* Data to examine
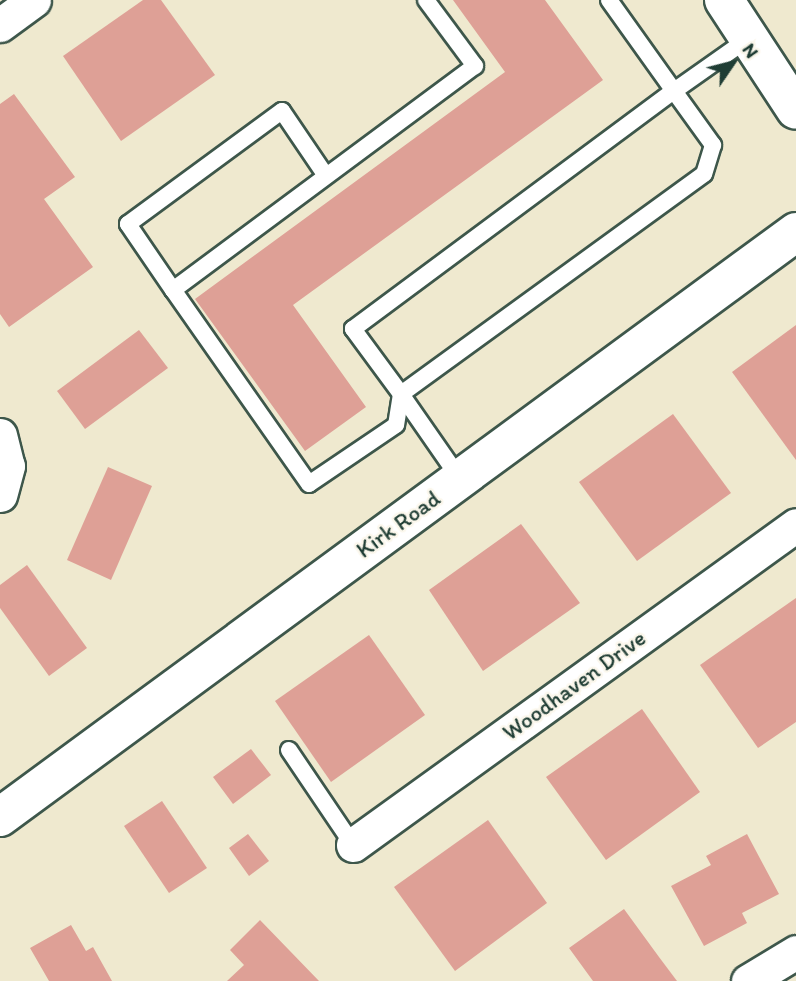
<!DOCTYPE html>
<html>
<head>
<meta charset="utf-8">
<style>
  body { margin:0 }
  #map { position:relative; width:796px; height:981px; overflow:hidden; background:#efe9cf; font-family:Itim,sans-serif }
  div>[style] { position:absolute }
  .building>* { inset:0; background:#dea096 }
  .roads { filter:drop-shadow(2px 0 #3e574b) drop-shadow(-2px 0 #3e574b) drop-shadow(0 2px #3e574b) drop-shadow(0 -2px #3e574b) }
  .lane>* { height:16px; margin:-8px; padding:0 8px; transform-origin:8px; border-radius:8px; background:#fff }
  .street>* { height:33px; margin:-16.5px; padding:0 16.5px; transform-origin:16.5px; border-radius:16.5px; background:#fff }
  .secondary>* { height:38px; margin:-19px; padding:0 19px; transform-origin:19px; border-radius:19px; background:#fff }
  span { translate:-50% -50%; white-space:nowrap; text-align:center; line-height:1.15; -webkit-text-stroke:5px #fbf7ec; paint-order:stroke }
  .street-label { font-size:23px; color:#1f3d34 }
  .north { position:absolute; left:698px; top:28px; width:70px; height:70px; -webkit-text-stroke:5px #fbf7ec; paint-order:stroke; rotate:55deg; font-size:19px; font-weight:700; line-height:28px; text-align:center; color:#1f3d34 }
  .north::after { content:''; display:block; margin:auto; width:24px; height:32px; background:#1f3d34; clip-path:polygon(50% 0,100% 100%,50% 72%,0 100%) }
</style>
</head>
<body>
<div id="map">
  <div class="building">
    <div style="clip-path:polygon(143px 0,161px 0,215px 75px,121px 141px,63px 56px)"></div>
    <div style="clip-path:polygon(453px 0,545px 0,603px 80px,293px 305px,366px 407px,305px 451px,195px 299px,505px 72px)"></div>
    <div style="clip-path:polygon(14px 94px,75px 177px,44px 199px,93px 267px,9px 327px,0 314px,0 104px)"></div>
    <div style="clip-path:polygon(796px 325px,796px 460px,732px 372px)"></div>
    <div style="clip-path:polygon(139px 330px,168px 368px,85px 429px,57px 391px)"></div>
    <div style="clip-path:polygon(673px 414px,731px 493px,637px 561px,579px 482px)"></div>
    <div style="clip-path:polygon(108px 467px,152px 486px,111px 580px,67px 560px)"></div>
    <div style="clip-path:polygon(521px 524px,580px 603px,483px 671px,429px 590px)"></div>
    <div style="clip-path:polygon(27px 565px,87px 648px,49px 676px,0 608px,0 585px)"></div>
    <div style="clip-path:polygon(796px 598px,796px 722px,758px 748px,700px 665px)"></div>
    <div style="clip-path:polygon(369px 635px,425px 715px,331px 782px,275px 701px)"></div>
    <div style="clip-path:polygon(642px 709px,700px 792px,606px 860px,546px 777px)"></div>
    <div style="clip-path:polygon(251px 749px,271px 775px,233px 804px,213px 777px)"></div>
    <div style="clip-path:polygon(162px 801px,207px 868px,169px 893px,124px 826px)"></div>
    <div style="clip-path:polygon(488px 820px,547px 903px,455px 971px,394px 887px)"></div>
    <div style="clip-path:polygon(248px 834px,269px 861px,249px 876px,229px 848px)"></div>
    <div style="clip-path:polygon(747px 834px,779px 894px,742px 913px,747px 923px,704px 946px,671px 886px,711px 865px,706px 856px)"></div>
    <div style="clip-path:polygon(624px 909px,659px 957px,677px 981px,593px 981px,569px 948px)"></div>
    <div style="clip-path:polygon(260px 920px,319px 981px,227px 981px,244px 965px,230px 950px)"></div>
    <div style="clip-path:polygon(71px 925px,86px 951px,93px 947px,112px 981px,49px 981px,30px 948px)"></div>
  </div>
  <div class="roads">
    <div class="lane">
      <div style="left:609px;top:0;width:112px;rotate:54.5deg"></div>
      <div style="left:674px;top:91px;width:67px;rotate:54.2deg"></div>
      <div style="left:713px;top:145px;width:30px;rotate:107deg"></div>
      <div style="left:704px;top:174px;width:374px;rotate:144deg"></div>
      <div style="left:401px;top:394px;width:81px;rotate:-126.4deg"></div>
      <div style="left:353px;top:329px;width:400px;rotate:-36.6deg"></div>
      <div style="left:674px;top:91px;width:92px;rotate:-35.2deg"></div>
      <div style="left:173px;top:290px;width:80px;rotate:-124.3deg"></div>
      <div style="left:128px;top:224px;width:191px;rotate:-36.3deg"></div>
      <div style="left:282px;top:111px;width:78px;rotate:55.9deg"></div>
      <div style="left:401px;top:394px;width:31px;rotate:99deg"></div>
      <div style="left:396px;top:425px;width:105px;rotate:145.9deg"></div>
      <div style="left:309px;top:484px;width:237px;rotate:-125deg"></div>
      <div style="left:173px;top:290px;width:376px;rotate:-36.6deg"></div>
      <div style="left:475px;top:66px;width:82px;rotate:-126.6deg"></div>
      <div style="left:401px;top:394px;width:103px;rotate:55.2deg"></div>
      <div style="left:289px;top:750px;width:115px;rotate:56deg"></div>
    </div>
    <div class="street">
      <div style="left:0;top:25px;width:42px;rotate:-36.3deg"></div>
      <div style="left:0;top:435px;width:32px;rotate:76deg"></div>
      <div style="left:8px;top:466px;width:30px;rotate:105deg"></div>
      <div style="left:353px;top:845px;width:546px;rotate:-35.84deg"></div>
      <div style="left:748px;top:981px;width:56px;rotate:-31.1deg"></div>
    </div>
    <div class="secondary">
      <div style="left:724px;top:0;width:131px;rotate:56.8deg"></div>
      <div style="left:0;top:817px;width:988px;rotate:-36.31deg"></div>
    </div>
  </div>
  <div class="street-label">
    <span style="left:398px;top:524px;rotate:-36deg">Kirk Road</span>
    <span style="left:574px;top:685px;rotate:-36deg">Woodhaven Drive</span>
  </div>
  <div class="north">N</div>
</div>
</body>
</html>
* * *
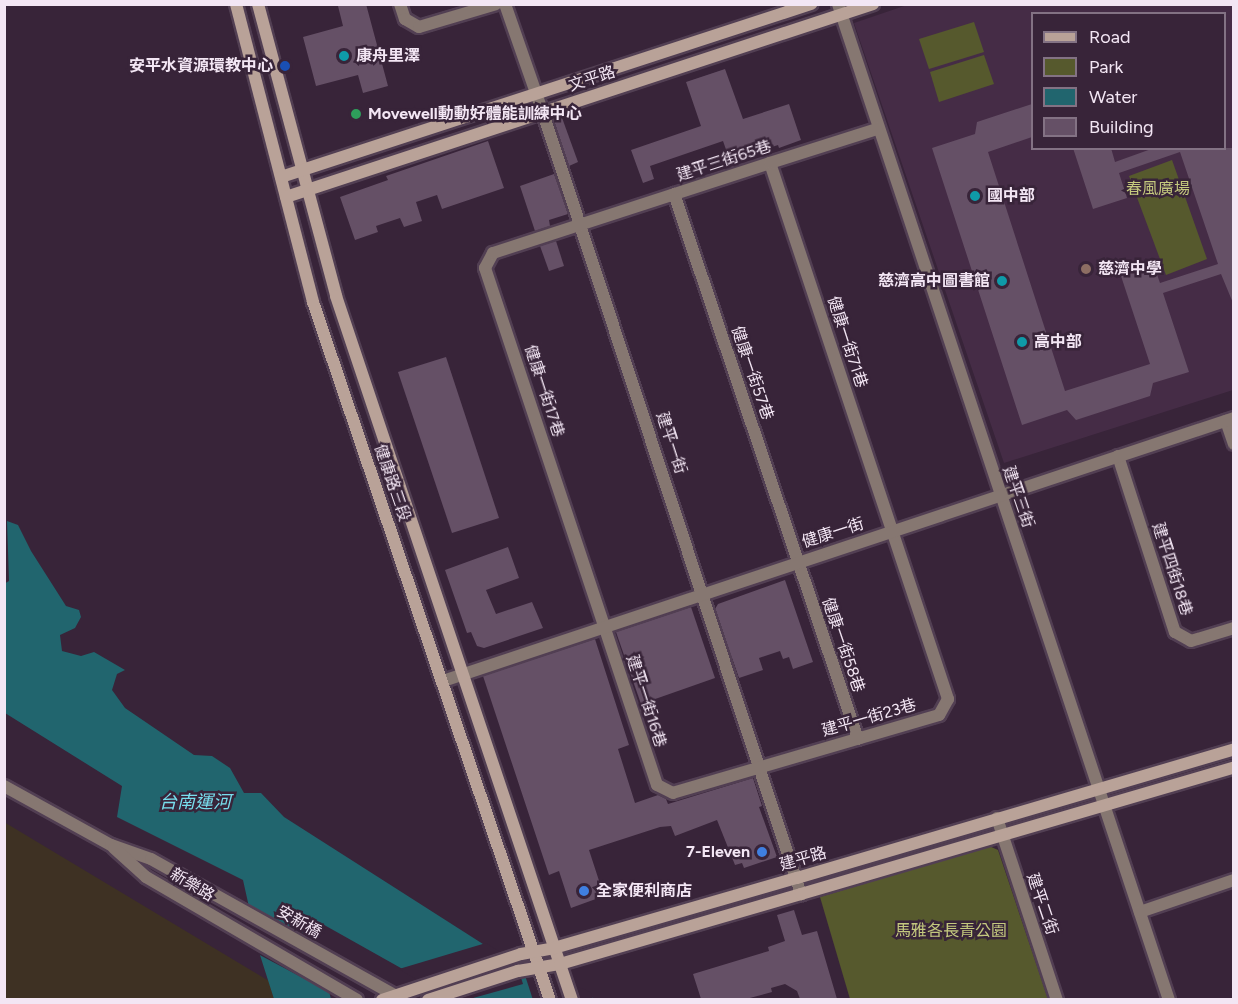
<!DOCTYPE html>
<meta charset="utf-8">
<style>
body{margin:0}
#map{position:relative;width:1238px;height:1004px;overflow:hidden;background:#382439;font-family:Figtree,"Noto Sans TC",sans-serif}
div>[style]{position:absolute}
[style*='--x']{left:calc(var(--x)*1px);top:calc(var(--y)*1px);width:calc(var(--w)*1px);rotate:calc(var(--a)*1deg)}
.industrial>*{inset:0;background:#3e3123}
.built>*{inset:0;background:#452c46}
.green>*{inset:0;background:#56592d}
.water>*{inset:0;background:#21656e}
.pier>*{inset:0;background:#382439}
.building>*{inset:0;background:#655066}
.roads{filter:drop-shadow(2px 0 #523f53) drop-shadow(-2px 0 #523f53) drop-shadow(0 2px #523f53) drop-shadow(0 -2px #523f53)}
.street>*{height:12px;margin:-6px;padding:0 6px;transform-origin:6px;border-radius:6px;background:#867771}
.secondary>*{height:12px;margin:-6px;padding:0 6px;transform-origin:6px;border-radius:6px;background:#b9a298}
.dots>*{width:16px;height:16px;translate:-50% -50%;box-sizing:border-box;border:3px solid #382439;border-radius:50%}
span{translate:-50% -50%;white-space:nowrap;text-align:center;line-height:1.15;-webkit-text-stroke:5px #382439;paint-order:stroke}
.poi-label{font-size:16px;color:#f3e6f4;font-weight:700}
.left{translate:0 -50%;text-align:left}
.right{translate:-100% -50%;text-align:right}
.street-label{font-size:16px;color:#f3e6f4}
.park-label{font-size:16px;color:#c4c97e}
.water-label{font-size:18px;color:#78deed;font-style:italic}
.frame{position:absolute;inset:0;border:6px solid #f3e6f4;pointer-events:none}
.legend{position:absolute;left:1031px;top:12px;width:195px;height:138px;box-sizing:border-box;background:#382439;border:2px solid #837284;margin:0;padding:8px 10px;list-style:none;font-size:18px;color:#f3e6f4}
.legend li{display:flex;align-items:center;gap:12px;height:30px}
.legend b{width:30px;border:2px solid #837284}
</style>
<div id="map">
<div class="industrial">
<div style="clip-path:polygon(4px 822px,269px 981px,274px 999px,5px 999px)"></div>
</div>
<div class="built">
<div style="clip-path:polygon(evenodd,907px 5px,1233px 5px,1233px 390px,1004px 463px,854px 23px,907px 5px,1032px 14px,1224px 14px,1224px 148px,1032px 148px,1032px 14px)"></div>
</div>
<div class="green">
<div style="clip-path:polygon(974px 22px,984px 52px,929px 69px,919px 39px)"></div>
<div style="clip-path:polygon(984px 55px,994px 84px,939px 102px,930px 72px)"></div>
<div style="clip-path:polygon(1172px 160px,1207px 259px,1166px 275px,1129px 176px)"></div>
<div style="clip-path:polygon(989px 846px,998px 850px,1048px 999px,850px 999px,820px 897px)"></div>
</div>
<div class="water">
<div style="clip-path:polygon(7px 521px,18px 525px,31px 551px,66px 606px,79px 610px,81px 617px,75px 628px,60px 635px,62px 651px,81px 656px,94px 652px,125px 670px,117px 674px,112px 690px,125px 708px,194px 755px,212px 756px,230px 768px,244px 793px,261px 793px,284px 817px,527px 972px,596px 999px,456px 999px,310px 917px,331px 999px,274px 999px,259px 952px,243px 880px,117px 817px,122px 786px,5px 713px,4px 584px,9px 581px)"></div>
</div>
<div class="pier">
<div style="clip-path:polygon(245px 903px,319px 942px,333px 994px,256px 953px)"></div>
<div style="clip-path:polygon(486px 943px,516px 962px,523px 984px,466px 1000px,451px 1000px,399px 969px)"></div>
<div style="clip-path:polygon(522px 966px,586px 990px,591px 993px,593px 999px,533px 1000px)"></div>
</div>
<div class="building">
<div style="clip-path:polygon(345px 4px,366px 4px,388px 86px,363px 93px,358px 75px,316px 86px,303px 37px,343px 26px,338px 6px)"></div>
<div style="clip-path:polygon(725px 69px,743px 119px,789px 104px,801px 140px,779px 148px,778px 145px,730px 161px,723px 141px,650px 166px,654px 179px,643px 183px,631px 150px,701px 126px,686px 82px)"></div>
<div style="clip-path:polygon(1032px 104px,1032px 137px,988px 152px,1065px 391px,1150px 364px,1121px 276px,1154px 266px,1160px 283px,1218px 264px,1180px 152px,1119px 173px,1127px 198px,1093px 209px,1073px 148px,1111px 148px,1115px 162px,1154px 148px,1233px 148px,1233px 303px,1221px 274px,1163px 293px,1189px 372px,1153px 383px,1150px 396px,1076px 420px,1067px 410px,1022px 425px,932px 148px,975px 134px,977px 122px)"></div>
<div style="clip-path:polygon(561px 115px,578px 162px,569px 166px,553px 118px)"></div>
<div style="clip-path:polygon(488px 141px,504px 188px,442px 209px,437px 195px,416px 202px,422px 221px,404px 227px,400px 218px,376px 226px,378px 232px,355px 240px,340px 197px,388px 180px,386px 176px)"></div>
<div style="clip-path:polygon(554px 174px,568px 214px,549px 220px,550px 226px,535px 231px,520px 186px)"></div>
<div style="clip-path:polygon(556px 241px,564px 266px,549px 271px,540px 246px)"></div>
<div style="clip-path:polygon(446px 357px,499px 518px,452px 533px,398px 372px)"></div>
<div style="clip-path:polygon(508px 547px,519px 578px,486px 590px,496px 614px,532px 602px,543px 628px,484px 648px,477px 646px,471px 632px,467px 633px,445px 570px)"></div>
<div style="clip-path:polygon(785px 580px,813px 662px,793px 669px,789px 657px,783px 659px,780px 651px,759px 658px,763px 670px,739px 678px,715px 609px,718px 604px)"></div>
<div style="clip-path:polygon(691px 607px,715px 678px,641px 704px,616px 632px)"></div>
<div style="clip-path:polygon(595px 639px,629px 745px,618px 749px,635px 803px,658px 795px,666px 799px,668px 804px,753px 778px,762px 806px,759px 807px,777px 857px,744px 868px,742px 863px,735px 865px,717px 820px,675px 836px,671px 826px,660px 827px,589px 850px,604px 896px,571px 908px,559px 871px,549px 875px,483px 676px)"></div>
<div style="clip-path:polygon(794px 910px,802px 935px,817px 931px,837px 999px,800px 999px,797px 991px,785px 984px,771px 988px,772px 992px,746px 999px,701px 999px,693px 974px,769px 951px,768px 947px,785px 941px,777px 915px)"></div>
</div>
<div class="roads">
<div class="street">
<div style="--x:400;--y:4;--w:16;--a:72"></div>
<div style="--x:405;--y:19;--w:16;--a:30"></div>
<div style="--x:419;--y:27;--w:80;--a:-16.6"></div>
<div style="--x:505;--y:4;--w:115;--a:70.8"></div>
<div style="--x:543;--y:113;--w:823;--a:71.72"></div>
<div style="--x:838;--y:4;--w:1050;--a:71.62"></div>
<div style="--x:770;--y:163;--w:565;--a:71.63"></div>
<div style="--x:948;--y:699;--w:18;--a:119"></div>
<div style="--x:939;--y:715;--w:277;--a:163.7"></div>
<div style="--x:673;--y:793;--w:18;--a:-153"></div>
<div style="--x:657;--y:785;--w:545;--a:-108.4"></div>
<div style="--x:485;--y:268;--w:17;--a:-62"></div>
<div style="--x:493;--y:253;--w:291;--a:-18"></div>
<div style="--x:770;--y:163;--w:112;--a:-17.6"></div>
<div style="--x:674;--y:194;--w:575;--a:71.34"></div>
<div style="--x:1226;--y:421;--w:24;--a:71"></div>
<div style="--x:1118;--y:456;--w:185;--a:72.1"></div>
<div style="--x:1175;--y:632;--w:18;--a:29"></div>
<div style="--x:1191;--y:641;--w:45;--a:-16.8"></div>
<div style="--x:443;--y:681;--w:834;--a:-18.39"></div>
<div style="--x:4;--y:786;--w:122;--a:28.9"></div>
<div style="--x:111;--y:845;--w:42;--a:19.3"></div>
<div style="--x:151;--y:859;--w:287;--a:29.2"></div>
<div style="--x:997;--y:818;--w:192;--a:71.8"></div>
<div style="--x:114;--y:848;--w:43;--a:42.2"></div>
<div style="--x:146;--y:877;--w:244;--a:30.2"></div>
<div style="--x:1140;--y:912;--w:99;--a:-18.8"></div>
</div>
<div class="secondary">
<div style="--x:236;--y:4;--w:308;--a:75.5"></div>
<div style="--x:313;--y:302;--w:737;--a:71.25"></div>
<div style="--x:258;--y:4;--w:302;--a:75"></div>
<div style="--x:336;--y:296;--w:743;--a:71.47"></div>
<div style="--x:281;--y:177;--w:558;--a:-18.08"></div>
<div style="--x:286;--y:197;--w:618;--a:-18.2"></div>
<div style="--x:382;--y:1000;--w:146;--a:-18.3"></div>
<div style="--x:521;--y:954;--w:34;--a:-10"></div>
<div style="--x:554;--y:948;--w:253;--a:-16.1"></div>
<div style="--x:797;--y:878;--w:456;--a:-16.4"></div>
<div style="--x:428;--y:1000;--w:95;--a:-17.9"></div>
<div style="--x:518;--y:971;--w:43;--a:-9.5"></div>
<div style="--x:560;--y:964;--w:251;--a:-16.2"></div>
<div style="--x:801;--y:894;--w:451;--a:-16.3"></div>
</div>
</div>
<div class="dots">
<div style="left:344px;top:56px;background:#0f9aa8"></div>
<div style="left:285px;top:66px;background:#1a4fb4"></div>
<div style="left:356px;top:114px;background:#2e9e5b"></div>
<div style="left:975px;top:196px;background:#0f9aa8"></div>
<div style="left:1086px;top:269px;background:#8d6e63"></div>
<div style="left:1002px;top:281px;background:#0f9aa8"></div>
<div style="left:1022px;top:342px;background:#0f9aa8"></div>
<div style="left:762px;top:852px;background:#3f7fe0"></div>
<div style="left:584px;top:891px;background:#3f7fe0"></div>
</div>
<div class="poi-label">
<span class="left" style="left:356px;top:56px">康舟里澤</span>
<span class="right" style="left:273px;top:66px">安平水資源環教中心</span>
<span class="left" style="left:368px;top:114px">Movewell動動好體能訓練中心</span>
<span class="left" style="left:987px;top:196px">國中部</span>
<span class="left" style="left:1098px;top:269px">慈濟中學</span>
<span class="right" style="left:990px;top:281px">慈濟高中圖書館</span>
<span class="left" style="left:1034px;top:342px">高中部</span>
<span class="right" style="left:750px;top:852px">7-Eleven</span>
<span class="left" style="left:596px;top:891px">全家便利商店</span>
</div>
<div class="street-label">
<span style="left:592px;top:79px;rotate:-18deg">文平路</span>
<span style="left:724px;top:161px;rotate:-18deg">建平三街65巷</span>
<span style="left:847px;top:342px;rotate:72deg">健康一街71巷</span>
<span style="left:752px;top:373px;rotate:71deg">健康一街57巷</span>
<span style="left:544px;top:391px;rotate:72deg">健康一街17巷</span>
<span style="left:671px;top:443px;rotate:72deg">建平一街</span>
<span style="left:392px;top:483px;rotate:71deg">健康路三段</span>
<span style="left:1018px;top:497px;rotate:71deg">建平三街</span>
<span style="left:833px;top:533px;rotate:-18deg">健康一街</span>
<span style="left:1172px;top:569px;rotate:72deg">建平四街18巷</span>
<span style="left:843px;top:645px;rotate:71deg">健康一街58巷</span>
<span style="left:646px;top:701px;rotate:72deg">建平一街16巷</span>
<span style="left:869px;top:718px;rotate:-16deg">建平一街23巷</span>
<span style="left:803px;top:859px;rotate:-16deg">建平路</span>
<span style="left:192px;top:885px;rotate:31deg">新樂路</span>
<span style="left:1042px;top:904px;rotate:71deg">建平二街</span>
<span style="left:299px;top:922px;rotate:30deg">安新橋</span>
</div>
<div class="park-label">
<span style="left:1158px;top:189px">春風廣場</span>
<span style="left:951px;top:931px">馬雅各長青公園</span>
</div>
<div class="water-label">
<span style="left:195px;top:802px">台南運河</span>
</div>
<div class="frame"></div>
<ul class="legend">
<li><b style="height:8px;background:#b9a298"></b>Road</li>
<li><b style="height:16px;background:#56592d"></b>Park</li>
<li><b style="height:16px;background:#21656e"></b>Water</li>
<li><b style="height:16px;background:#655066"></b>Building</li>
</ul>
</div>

* Problem to work on
Pull from the data each line where the string "hidden" turns up.

* Exercise output
  #map { position:relative; width:796px; height:981px; overflow:hidden; background:#efe9cf; font-family:Itim,sans-serif }
#map{position:relative;width:1238px;height:1004px;overflow:hidden;background:#382439;font-family:Figtree,"Noto Sans TC",sans-serif}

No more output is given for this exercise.